От любого другого человека я восприняла бы это, как грубость, однако же Грациниан говорил с особой интонацией, нежной, заинтересованной. Словно люди вокруг него были цветами или драгоценностями, чем-то безупречным и заслуживавшим пристального внимания.

И хотя это не делало его добрым, Грациниан был приятным и ему хотелось доверять.

— А ваша богиня? — спросила я. — Она вас любит?

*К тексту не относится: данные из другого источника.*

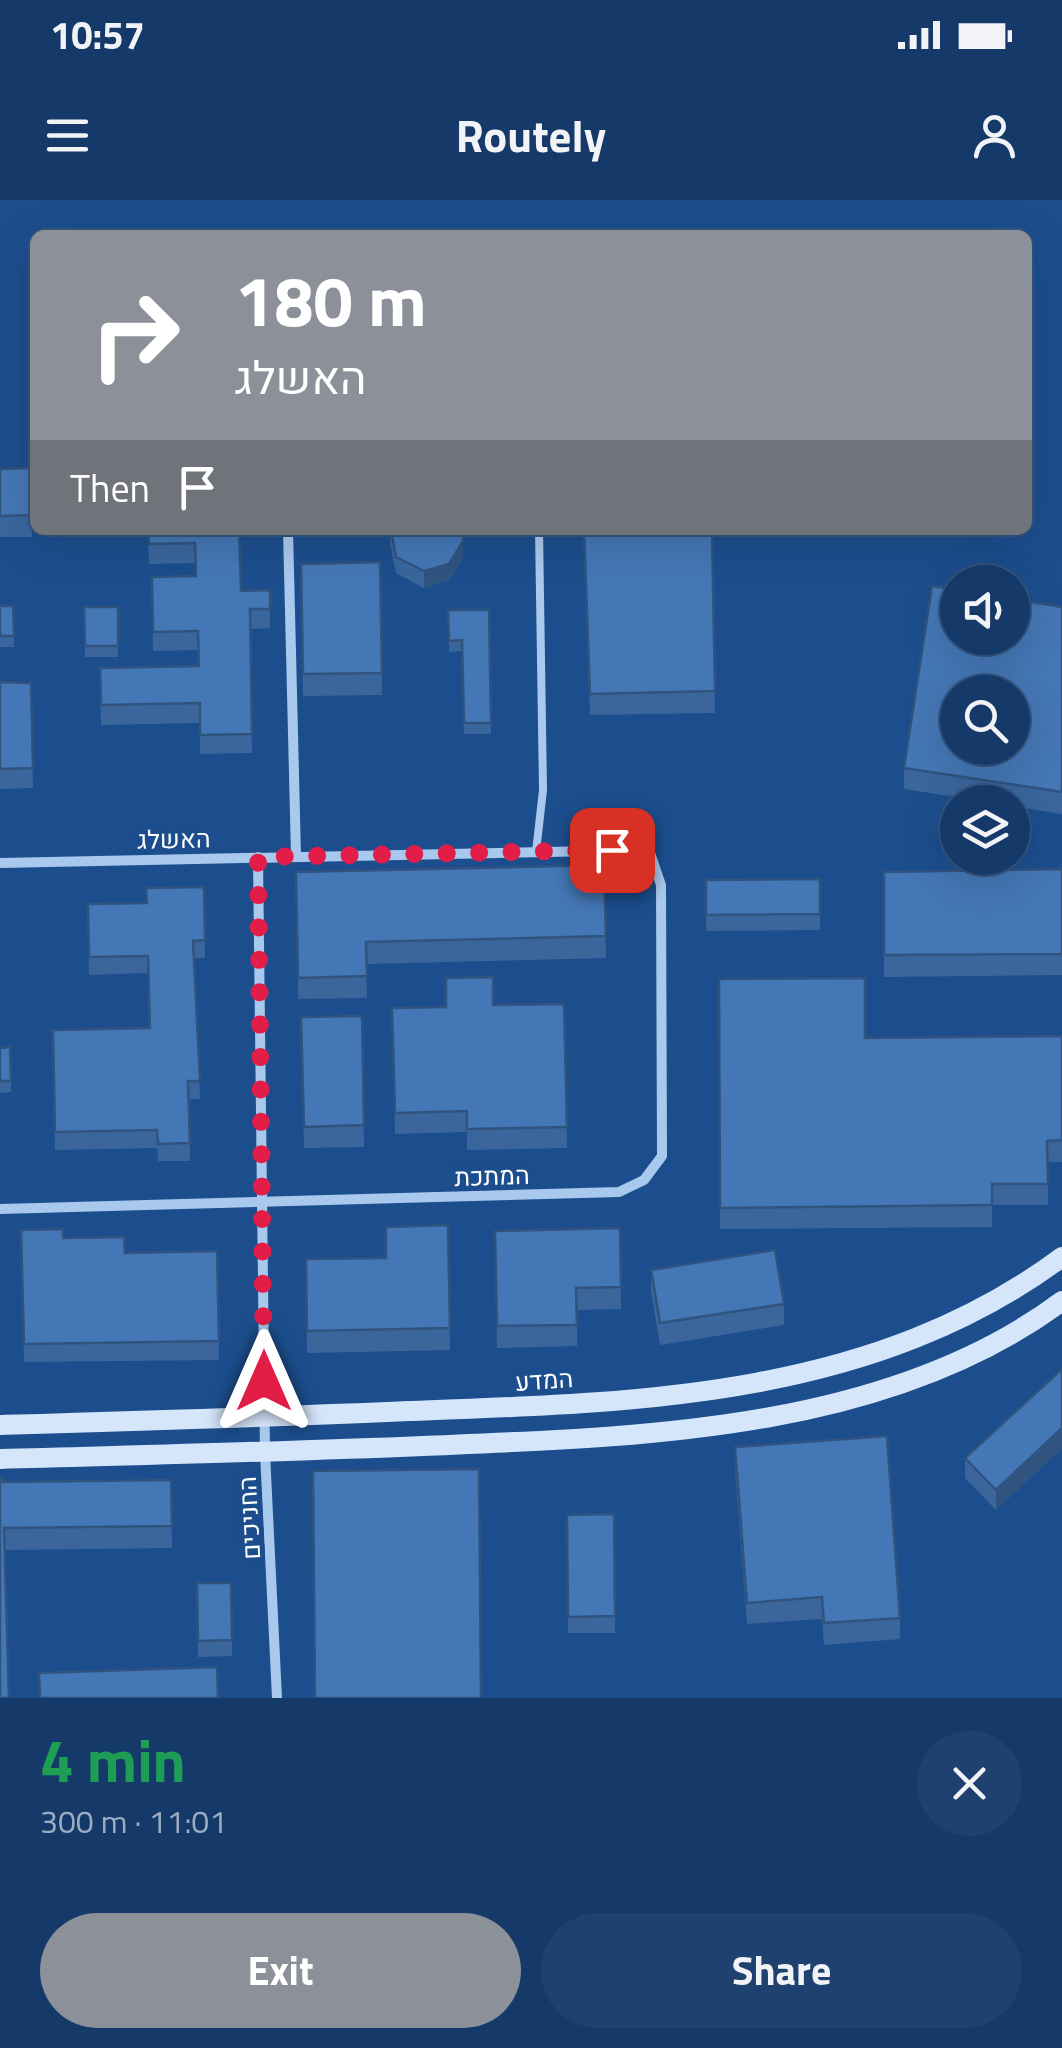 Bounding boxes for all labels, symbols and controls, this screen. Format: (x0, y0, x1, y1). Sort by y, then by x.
text: 10:57 (50, 6, 145, 64)
text: Routely (456, 101, 606, 169)
icon: menu (40, 108, 95, 163)
icon: person (967, 108, 1022, 163)
text: 180 m (235, 247, 427, 353)
icon: right (70, 270, 200, 400)
text: האשלג (235, 343, 367, 411)
text: Then (70, 459, 150, 517)
icon: arrive (170, 460, 225, 515)
map controls (940, 565, 1030, 875)
button: sound (940, 565, 1030, 655)
button: search (940, 675, 1030, 765)
button: layers (940, 785, 1030, 875)
pin (570, 808, 655, 893)
street label: האשלג (137, 819, 211, 859)
icon: arrive (585, 823, 640, 878)
street label: המתכת (454, 1156, 530, 1196)
position arrow (212, 1329, 316, 1433)
street label: המדע (514, 1359, 574, 1401)
street label: החניכים (228, 1475, 270, 1561)
text: 4 min (40, 1714, 186, 1805)
button: close (917, 1731, 1022, 1836)
text: 300 m · 11:01 (40, 1797, 227, 1845)
button: Exit (40, 1913, 521, 2028)
button: Share (541, 1913, 1022, 2028) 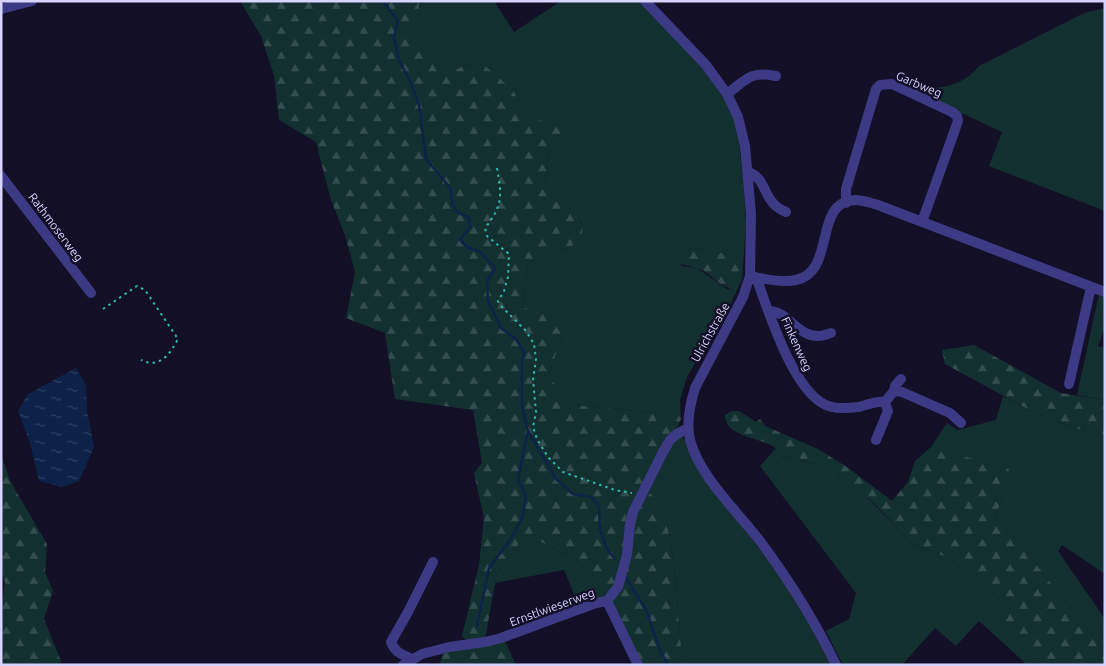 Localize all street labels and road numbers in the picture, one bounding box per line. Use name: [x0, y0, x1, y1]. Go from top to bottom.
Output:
street label: Garbweg: [894, 69, 944, 99]
street label: Rathmoserweg: [26, 190, 86, 264]
street label: Ulrichstraße: [688, 300, 732, 364]
street label: Finkenweg: [779, 315, 815, 373]
street label: Ernstlwieserweg: [508, 586, 596, 628] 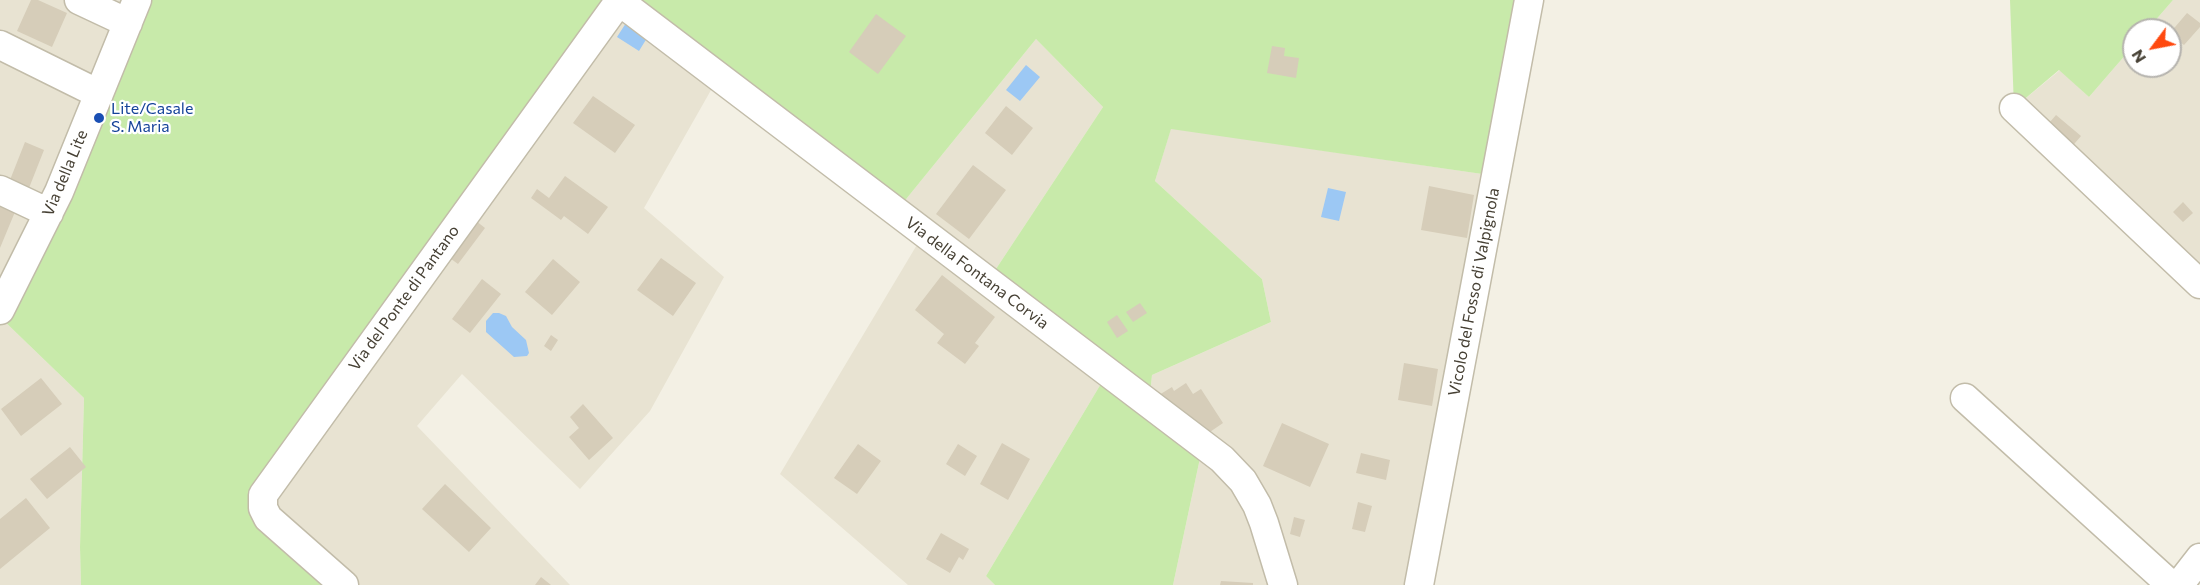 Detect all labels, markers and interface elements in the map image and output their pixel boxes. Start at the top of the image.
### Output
north arrow [2122,18,2182,78]
text: N [2127,47,2149,67]
place label: Lite/Casale S. Maria [111,99,193,137]
marker: Lite/Casale S. Maria [92,111,106,125]
street label: Via della Lite [38,127,92,219]
street label: Vicolo del Fosso di Valpignola [1444,186,1504,398]
street label: Via della Fontana Corvia [902,213,1052,333]
street label: Via del Ponte di Pantano [345,221,463,375] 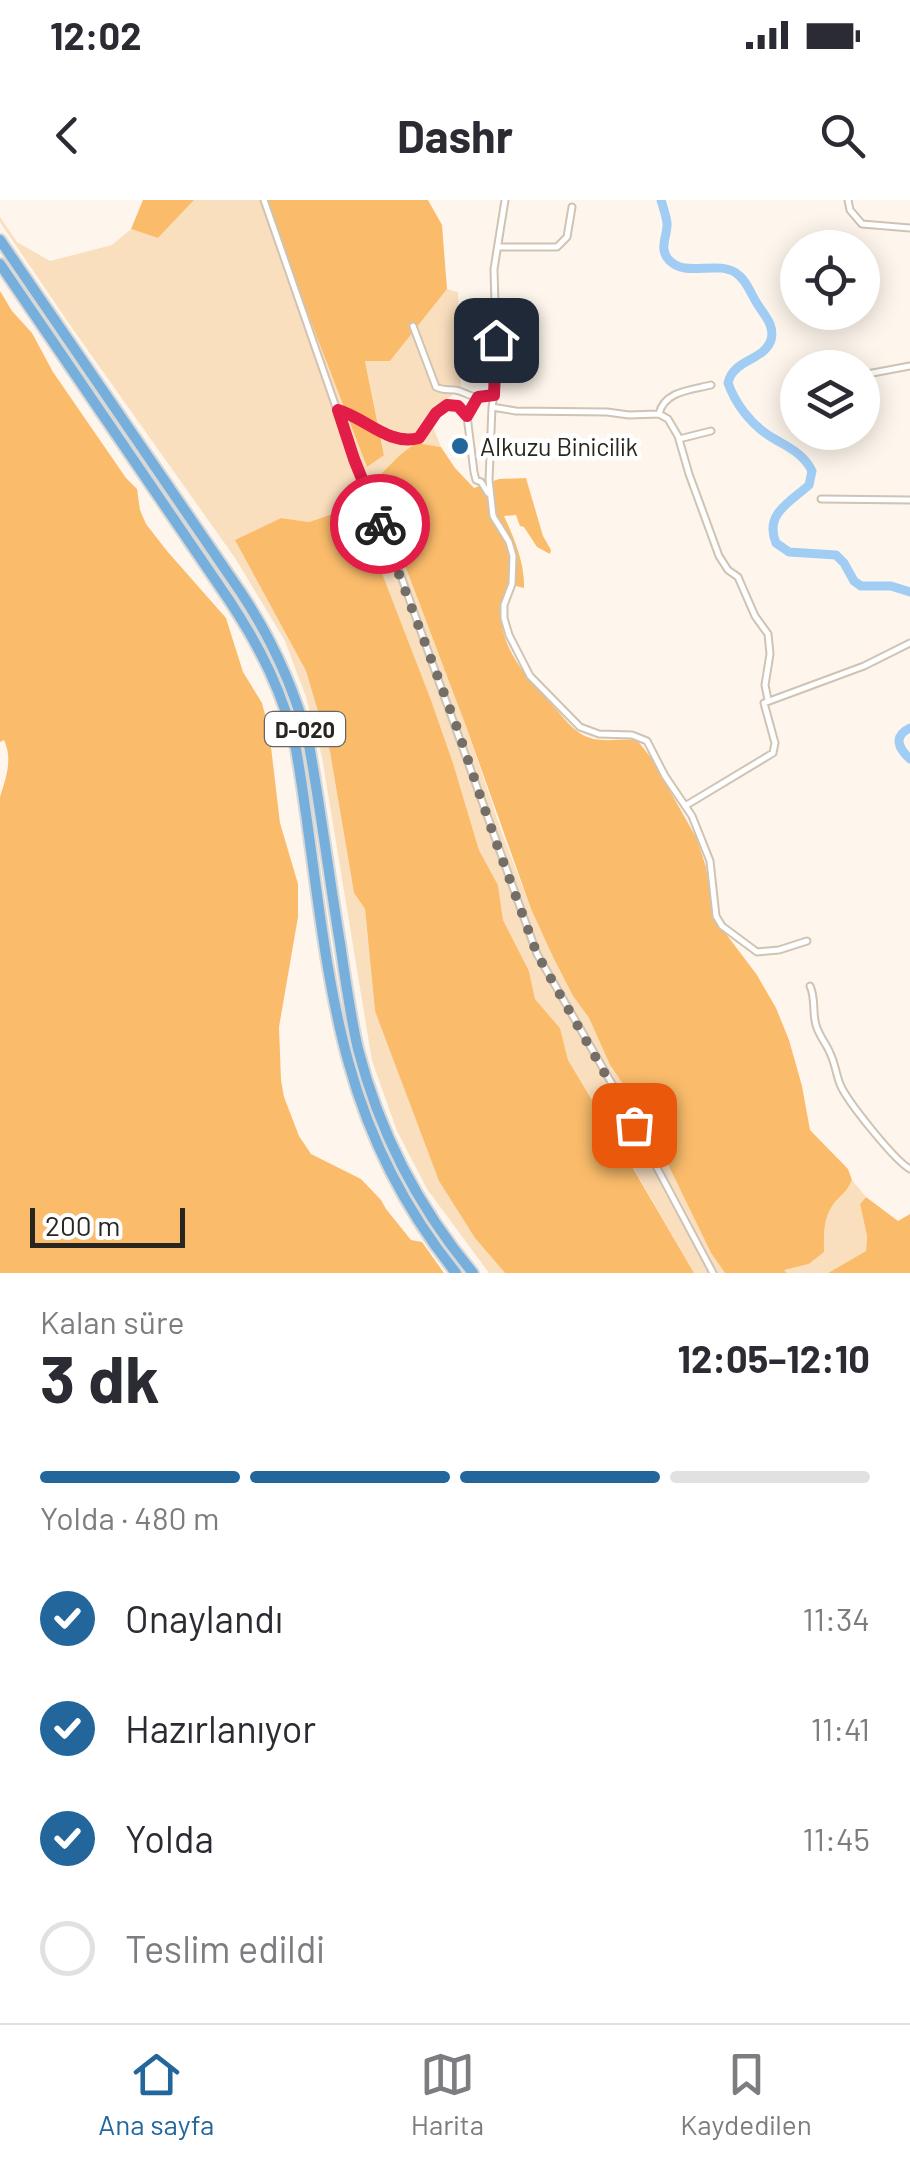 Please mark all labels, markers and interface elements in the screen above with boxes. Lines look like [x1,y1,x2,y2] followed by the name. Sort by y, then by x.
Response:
[50,12,142,58] text: 12:02
[40,108,95,163] icon: back
[397,108,513,162] text: Dashr
[815,108,870,163] icon: search
[780,230,880,450] map controls
[780,230,880,330] button: locate
[454,298,539,383] pin
[469,313,524,368] icon: home
[780,350,880,450] button: layers
[480,431,638,461] place label: Alkuzu Binicilik
[449,435,471,457] marker: Alkuzu Binicilik
[330,474,430,574] courier
[353,497,408,552] icon: bike
[265,712,345,746] road number: D-020
[592,1083,677,1168] pin
[607,1098,662,1153] icon: bag
[30,1203,185,1248] scale bar
[45,1208,120,1242] text: 200 m
[40,1302,184,1340] text: Kalan süre
[678,1335,870,1381] text: 12:05–12:10
[40,1338,160,1416] text: 3 dk
[40,1498,220,1536] text: Yolda · 480 m
[40,1591,95,1646] icon: check
[125,1595,283,1641] text: Onaylandı
[803,1599,870,1637] text: 11:34
[40,1701,95,1756] icon: check
[125,1705,316,1751] text: Hazırlanıyor
[811,1709,870,1747] text: 11:41
[40,1811,95,1866] icon: check
[125,1815,214,1861] text: Yolda
[803,1819,870,1857] text: 11:45
[125,1925,325,1971] text: Teslim edildi
[98,2047,214,2141] tab: Ana sayfa
[411,2047,484,2141] tab: Harita
[680,2047,812,2141] tab: Kaydedilen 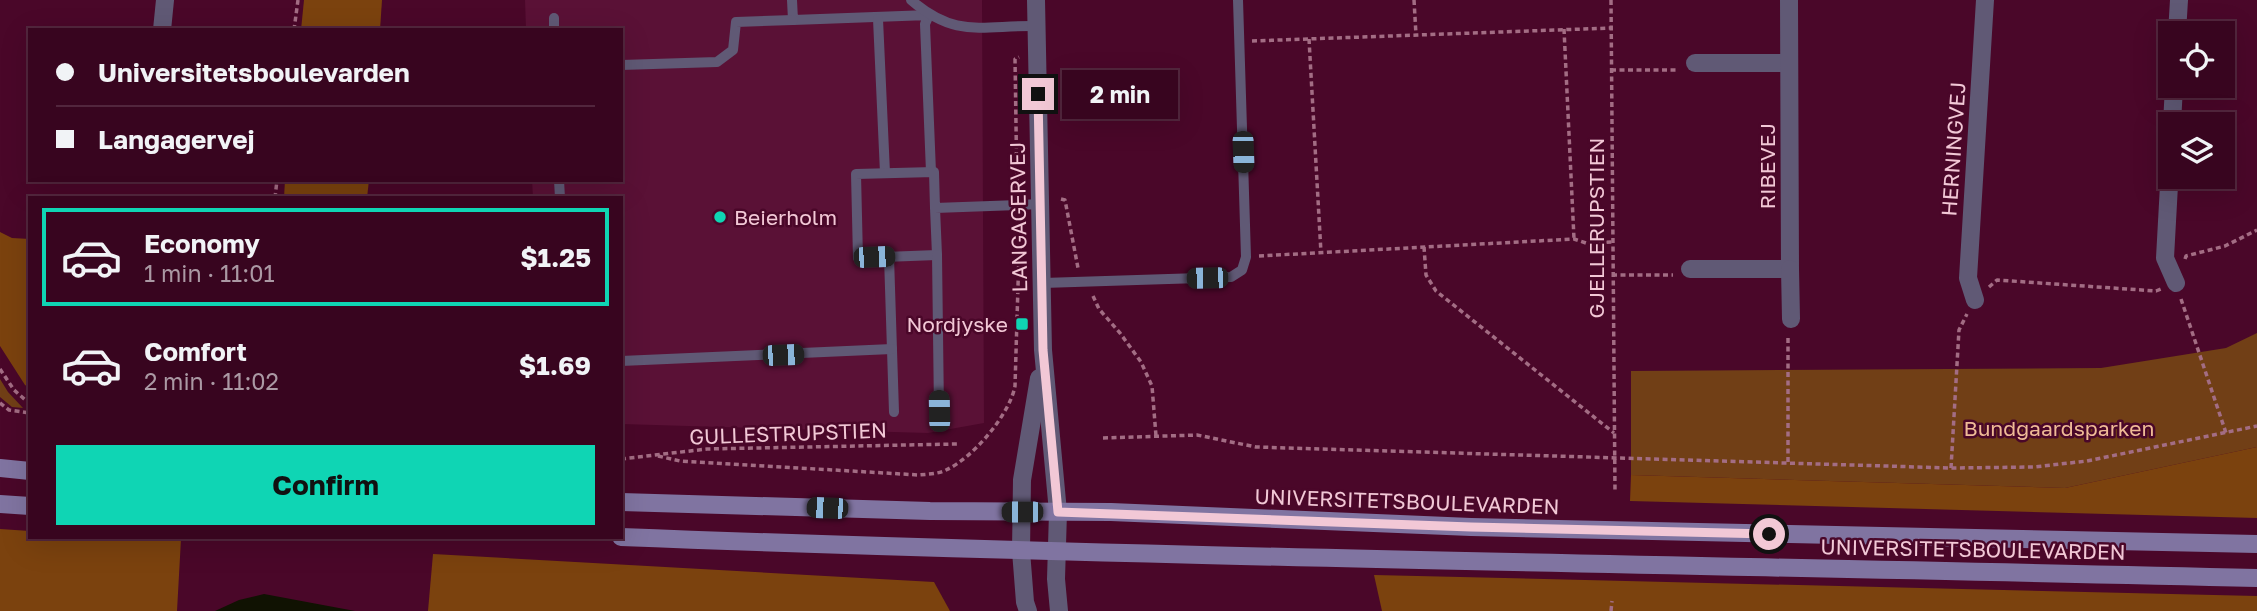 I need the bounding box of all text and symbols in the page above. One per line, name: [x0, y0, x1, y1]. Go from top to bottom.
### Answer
map controls: [2158, 21, 2235, 189]
button: locate: [2158, 21, 2235, 98]
text: Universitetsboulevarden: [98, 57, 410, 88]
callout: 2 min: [1062, 70, 1178, 119]
route end: [1022, 78, 1054, 110]
text: 2 min: [1090, 80, 1150, 108]
street label: HERNINGVEJ: [1935, 81, 1971, 217]
button: layers: [2158, 112, 2235, 189]
street label: RIBEVEJ: [1754, 123, 1780, 209]
text: Langagervej: [98, 124, 255, 155]
car: [1232, 131, 1255, 173]
street label: GJELLERUPSTIEN: [1583, 138, 1609, 318]
street label: LANGAGERVEJ: [1004, 141, 1032, 293]
place label: Beierholm: [734, 204, 837, 230]
marker: Beierholm: [712, 209, 728, 225]
icon: car: [60, 226, 123, 289]
text: Economy: [144, 228, 260, 259]
text: $1.25: [520, 242, 591, 273]
car: [853, 246, 896, 268]
text: 1 min · 11:01: [144, 259, 275, 287]
car: [1186, 267, 1229, 289]
place label: Nordjyske: [906, 311, 1008, 337]
marker: Nordjyske: [1014, 316, 1030, 332]
icon: car: [60, 334, 123, 397]
text: Comfort: [144, 336, 247, 367]
car: [762, 344, 805, 366]
text: $1.69: [519, 350, 591, 381]
text: 2 min · 11:02: [144, 367, 279, 395]
car: [929, 390, 950, 432]
park label: Bundgaardsparken: [1964, 415, 2154, 441]
street label: GULLESTRUPSTIEN: [689, 417, 887, 449]
button: Confirm: [56, 445, 595, 525]
street label: UNIVERSITETSBOULEVARDEN: [1254, 483, 1560, 519]
car: [806, 497, 849, 519]
car: [1002, 502, 1044, 523]
route start: [1753, 518, 1785, 550]
street label: UNIVERSITETSBOULEVARDEN: [1820, 533, 2126, 565]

Мы мало что знали о парфянах, несмотря на то, что были близки с одним из них. Наверное, Грациниан был для меня единственным на свете другом, и я знала все о его характере, увлечениях, жизни и привычках. Его народ, напротив, оставался слепым пятном.

— Она строгая Мать, — сказал Грациниан почтительно. — Мы скорее дети, которые так желают заслужить ее любовь, что постоянно творят глупости.

Я подумала, что сейчас самое время спросить что-нибудь о парфянах, но на ум пришел лишь самый банальный вопрос.

— Что она дала вам, сотворив заново вашу природу?

В Парфии было множество народов, как и в Империи, но мне хотелось знать о том, к которому принадлежит мой друг. Грациниан погрозил мне пальцем. Ноготь на нем был длиннее, чем полагалось. Грациниан формально соблюдал имперские представления о том, как должны выглядеть мужчины, однако в мелочах демонстрировал собственные предпочтения. Ногти у него были длинные, глаза он тонко, не по-восточному, но подводил, а еще иногда золотил скулы, это было непривычно, однако ему ужасно шло.

— Октавия, ты бьешь прямо в сердце! За слова, которые я готов произнести только из любви к тебе, на Родине мне отрежут голову, а тело мое освежуют.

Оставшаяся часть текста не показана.